__EXERCISE AIM__
Filter the entries for the string "bottom". Copy each line that has it.

__LISTED ENTRIES__
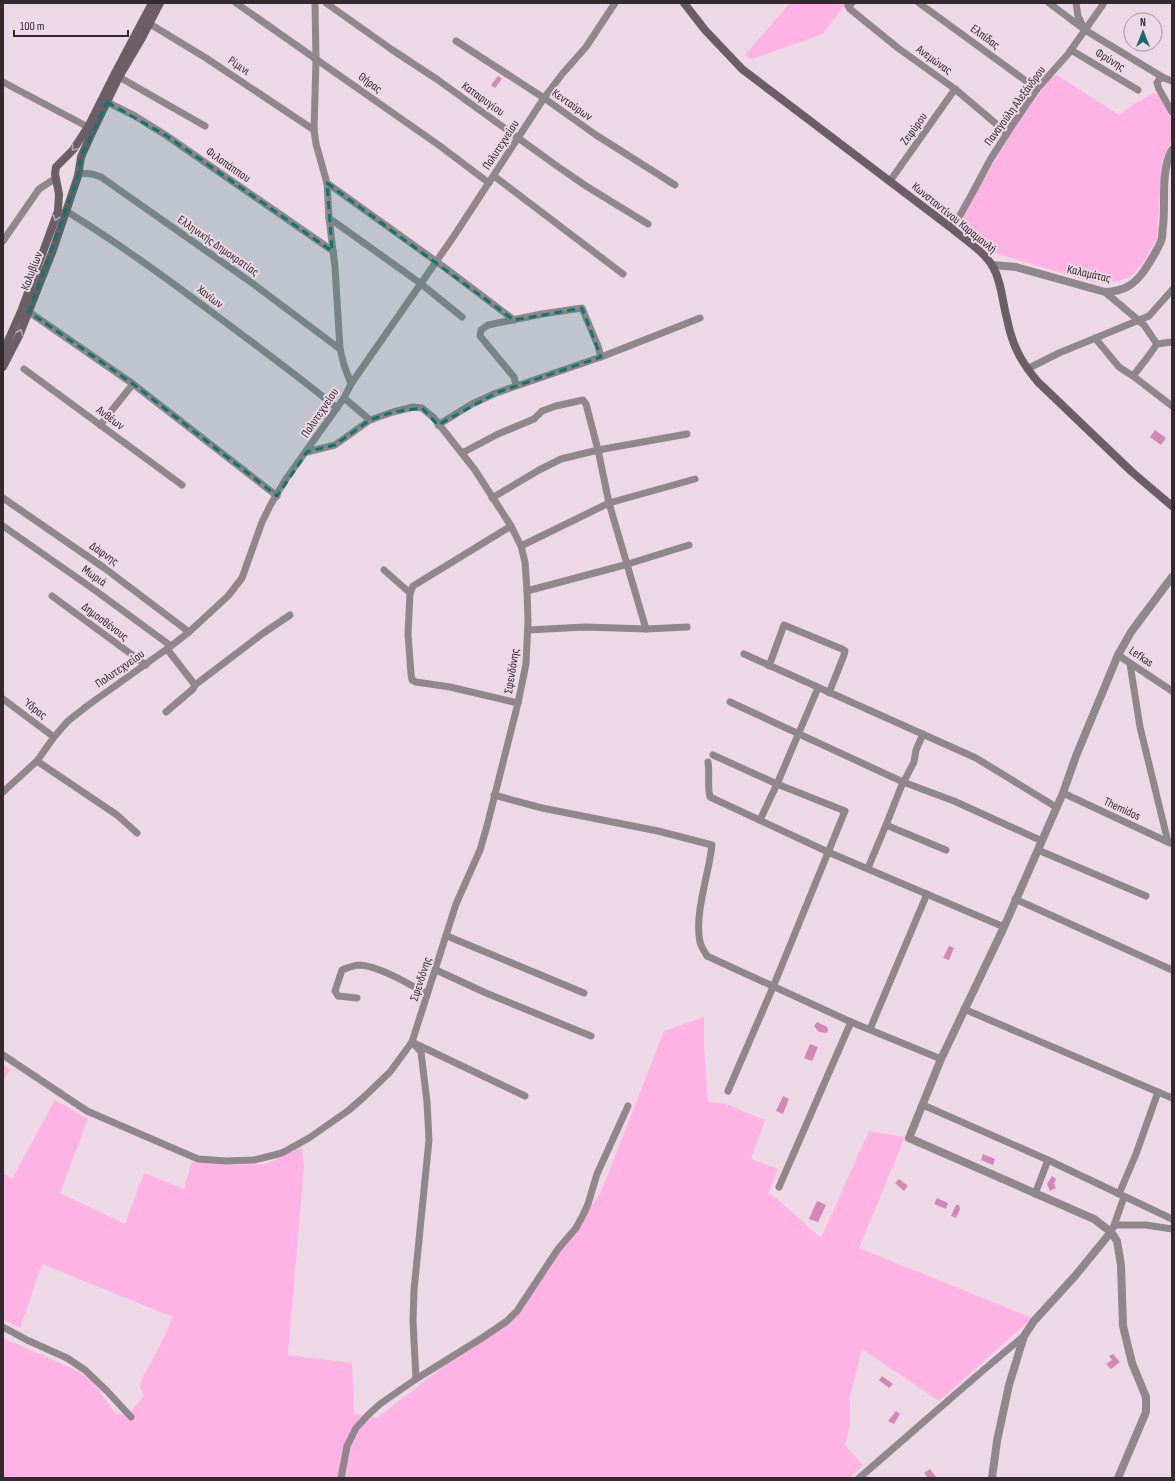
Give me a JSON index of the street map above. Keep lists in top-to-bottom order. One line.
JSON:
* * *
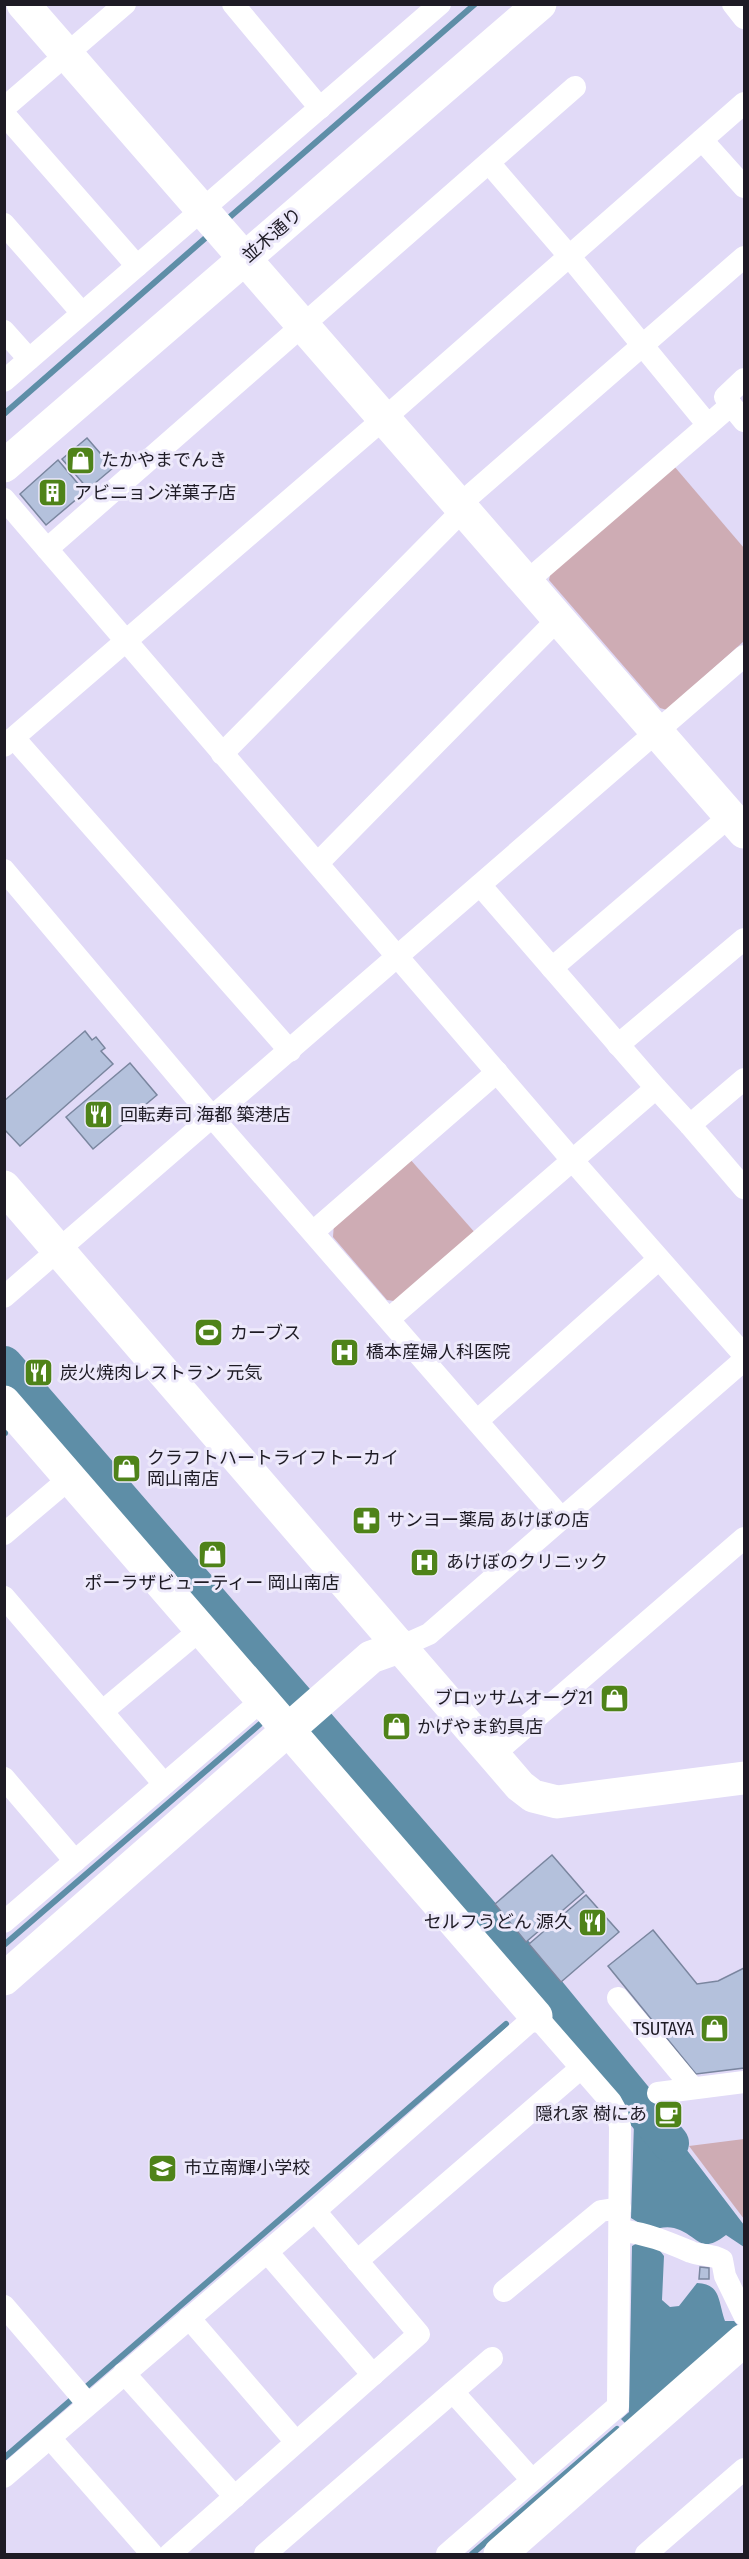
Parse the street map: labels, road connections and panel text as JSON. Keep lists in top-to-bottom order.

__EXERCISE RESULT__
Give me a JSON index of the street map above. Keep lists in top-to-bottom order. One line.
Parse the street map: labels, road connections and panel text as JSON. Keep lists in top-to-bottom order.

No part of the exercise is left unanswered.